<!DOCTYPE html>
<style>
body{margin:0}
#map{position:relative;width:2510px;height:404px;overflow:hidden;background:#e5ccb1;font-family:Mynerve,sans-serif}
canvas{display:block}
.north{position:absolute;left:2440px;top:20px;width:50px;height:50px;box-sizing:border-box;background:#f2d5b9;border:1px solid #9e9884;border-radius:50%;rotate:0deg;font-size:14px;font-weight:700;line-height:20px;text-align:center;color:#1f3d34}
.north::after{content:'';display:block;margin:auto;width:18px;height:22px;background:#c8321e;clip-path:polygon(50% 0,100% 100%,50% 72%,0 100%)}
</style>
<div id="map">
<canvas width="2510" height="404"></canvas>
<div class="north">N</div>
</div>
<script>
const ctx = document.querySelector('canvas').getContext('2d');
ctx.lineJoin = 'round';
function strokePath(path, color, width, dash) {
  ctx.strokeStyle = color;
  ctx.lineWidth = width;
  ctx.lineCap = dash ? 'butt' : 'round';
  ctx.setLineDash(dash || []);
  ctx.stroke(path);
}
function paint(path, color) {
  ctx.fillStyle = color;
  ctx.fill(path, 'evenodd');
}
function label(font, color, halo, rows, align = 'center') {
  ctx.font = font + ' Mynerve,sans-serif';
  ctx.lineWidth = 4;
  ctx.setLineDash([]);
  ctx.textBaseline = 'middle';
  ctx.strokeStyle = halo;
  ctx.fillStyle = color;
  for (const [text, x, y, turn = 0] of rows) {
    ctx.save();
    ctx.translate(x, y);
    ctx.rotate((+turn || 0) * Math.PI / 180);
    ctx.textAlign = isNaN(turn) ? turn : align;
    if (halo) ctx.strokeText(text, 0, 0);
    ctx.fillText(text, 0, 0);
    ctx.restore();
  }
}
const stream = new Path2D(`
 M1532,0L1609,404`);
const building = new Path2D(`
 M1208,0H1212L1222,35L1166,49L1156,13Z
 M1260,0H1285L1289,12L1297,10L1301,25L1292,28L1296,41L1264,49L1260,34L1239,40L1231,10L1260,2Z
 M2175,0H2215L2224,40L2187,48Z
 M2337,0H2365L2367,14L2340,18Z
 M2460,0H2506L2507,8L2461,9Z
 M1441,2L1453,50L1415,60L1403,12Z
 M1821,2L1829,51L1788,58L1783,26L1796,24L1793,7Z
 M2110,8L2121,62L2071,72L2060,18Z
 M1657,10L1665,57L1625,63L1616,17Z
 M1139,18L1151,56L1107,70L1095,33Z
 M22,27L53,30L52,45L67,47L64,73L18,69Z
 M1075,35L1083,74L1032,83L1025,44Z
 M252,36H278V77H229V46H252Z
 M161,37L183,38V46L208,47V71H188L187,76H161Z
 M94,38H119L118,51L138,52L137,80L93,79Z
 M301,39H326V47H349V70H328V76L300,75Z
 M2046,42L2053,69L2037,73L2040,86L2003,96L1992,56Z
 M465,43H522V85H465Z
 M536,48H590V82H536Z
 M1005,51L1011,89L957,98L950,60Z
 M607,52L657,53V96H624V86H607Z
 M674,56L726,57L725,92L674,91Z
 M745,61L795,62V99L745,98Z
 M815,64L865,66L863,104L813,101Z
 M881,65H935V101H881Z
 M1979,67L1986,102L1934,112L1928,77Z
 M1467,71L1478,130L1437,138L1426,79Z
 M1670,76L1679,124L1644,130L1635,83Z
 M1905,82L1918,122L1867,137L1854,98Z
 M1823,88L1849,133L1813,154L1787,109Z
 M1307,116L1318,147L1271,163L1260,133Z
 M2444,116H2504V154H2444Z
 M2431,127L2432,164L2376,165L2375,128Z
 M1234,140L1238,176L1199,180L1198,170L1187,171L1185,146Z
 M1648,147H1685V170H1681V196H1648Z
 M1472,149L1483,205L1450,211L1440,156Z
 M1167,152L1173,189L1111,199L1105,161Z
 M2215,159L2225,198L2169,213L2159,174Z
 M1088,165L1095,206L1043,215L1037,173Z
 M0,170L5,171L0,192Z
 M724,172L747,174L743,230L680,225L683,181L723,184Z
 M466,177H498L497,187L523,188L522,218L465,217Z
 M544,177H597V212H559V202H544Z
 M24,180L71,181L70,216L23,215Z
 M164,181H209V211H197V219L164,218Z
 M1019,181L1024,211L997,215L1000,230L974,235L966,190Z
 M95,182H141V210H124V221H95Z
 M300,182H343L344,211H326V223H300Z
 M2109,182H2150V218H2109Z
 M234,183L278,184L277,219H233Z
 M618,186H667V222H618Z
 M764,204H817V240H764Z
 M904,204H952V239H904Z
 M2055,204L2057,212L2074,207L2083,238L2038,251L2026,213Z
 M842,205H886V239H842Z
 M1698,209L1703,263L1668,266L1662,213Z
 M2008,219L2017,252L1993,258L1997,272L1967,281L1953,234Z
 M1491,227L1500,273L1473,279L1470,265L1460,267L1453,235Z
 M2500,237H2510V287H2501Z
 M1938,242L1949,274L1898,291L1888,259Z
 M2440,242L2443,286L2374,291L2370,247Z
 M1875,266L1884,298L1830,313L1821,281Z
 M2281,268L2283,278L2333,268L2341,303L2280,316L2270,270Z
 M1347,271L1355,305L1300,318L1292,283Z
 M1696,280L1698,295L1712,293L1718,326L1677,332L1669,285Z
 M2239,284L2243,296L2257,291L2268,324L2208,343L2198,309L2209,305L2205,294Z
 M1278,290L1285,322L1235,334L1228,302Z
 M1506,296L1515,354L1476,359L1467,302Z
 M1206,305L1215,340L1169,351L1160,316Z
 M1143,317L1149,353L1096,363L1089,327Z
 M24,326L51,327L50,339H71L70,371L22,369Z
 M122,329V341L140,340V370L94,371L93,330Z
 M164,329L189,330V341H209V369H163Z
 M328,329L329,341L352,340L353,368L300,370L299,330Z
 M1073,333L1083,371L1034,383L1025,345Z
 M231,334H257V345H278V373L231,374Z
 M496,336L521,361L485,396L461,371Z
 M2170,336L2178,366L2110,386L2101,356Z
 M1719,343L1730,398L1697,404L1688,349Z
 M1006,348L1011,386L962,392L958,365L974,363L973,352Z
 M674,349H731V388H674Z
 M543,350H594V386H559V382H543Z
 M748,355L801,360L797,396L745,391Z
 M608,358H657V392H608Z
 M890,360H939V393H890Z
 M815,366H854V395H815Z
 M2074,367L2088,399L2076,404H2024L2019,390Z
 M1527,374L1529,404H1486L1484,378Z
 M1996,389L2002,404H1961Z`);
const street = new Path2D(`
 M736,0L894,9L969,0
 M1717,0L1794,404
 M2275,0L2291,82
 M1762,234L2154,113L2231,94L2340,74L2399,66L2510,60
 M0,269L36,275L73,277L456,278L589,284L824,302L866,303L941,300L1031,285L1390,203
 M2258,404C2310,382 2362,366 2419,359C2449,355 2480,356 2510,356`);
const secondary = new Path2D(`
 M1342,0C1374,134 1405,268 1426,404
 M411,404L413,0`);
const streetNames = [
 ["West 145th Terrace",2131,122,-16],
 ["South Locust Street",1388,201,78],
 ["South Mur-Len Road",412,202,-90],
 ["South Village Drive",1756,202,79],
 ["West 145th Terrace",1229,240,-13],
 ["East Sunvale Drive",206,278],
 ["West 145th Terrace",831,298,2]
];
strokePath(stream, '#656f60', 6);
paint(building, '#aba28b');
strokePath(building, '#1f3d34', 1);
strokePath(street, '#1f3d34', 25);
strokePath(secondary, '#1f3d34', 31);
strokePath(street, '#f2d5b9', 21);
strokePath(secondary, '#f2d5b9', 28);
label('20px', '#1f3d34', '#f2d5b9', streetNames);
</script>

Task objective: In the entries above, please find the line with "if (halo) ctx.strokeText(text, 0, 0);" and the line with "M2110,8L2121,62L2071,72L2060,18Z", then write out exactly those two lines and every line between them, and nothing more.

Response area:
    if (halo) ctx.strokeText(text, 0, 0);
    ctx.fillText(text, 0, 0);
    ctx.restore();
  }
}
const stream = new Path2D(`
 M1532,0L1609,404`);
const building = new Path2D(`
 M1208,0H1212L1222,35L1166,49L1156,13Z
 M1260,0H1285L1289,12L1297,10L1301,25L1292,28L1296,41L1264,49L1260,34L1239,40L1231,10L1260,2Z
 M2175,0H2215L2224,40L2187,48Z
 M2337,0H2365L2367,14L2340,18Z
 M2460,0H2506L2507,8L2461,9Z
 M1441,2L1453,50L1415,60L1403,12Z
 M1821,2L1829,51L1788,58L1783,26L1796,24L1793,7Z
 M2110,8L2121,62L2071,72L2060,18Z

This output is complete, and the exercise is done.